SAN BENEDETTO PO. Trentacinque eleganti cavalieri e amazzoni in divisa, splendidi cavalli, lucenti corni di caccia, riti e canti della tradizione e tanto pubblico ammirato: questi gli ingredienti per la battuta di caccia alla volpe simulata nelle terre e golene del Polirone, organizzata ieri dalla Società della Caccia alla volpe Gonzaga-Estense, che opera tra le province di Mantova e Modena.

«Non si tratta di una rievocazione storica – spiega Andrea Bardini, master della caccia – ma una manifestazione sportiva (i partecipanti sono infatti tesserati con Fise e Csi) che può essere adatta a tutti. Lo prova il fatto che alla caccia hanno partecipato per la prima volta anche due bambine di otto e nove anni cavalcando su pony».

La caccia alla volpe simulata è uno sport che in Italia è ancora poco praticato al confronto di altri Paesi, basti pensare che da noi ci sono solo cinque società di caccia, mentre in Francia ce ne sono centocinquanta. «Ma non si tratta affatto di uno sport elitario – precisa Bardini – anzi, ha un forte valore pedagogico, poiché favorisce un rapporto con l’animale che è fonte di emozioni impagabili». Proprio per questo la manifestazione ha coinvolto anche la cooperativa sociale Chv di Suzzara (che lavora con i disabili), che sul prato di piazza Matilde ha organizzato il “battesimo” della sella per giovanissimi aspiranti cavalieri.

La partenza della caccia, al suono dei corni con il rito del “bicchiere della staffa”, si è tenuta nel Chiostro di San Benedetto, da dove i cavalieri hanno imboccato il percorso, già predisposto con ostacoli naturali ed artificiali.
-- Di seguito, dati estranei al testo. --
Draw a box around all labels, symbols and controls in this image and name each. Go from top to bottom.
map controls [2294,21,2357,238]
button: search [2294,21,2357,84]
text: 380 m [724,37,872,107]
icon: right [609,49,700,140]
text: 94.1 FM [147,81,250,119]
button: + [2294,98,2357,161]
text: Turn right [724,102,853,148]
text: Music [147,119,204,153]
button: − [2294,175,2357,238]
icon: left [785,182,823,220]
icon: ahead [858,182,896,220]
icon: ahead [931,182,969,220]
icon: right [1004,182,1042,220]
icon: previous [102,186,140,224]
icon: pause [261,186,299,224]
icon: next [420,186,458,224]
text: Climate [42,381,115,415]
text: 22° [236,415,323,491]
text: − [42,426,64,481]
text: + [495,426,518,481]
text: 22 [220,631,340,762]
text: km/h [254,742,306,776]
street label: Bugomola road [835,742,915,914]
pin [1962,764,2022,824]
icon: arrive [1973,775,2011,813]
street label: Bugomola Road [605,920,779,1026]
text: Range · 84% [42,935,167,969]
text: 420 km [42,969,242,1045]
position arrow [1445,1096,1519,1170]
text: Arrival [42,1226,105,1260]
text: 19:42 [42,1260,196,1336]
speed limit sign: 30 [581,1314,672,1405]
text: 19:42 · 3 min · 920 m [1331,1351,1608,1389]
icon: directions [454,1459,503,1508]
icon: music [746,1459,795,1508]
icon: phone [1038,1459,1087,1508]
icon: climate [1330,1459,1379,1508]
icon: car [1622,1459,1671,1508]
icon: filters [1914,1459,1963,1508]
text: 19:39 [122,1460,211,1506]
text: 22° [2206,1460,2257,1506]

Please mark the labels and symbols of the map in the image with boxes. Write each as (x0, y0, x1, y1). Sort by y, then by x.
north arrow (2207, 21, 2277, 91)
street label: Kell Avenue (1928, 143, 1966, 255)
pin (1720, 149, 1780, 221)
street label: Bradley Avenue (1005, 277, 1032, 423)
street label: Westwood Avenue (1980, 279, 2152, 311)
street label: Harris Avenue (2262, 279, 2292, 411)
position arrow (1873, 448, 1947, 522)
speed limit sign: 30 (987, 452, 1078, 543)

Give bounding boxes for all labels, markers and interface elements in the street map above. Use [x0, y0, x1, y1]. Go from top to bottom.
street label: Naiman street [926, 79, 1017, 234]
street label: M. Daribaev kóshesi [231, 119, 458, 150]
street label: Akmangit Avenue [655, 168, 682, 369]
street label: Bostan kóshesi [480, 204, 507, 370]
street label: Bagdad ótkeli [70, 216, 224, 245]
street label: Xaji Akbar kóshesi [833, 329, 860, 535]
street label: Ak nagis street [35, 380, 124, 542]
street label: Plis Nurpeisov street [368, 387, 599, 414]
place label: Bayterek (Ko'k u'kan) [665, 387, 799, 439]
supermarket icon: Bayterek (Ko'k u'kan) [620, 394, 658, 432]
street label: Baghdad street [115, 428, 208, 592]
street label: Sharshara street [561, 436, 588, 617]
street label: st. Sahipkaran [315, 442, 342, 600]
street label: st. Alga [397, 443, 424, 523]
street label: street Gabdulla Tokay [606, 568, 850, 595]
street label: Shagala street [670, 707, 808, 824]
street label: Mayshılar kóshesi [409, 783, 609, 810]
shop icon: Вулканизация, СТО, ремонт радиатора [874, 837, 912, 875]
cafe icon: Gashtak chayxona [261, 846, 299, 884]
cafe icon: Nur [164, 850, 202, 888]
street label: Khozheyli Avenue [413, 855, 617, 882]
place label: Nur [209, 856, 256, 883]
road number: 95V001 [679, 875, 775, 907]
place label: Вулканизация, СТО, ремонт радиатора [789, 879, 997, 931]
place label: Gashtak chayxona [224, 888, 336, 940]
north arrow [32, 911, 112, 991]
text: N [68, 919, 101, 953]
Particolarmente suggestivo si è rivelato il tragitto sull’isola Makallè, un territorio da valorizzare perché adattissimo a queste performance. Dopo il break a Portiolo, ospiti del comitato locale, i cavalieri hanno affrontato l’unico momento agonistico della giornata per la presa della coda, che uno di loro portava legata alla spalla.

Come antefatto, sabato sera, nella biblioteca monastica è stato offerto il concerto “Canti di caccia”, con l’esecuzione delle melodie tradizionali delle cacce barocche francesi, con il coro dei giovani dell’oratorio e gli strumentisti del Liceo Musicale “Sigonio” di Modena.

L’organizzazione della caccia è stata sostenuta dal circolo ippico “La Rocchetta” del maggiore Claudio Agnesio, con il contributo di “Bologna Hunt- società bolognese per la caccia a cavallo”, del Centro sportivo italiano e con il patrocinio e la collaborazione del Comune di San Benedetto Po. Per tutti, anche per gli spettatori, è stata una giornata da ricordare.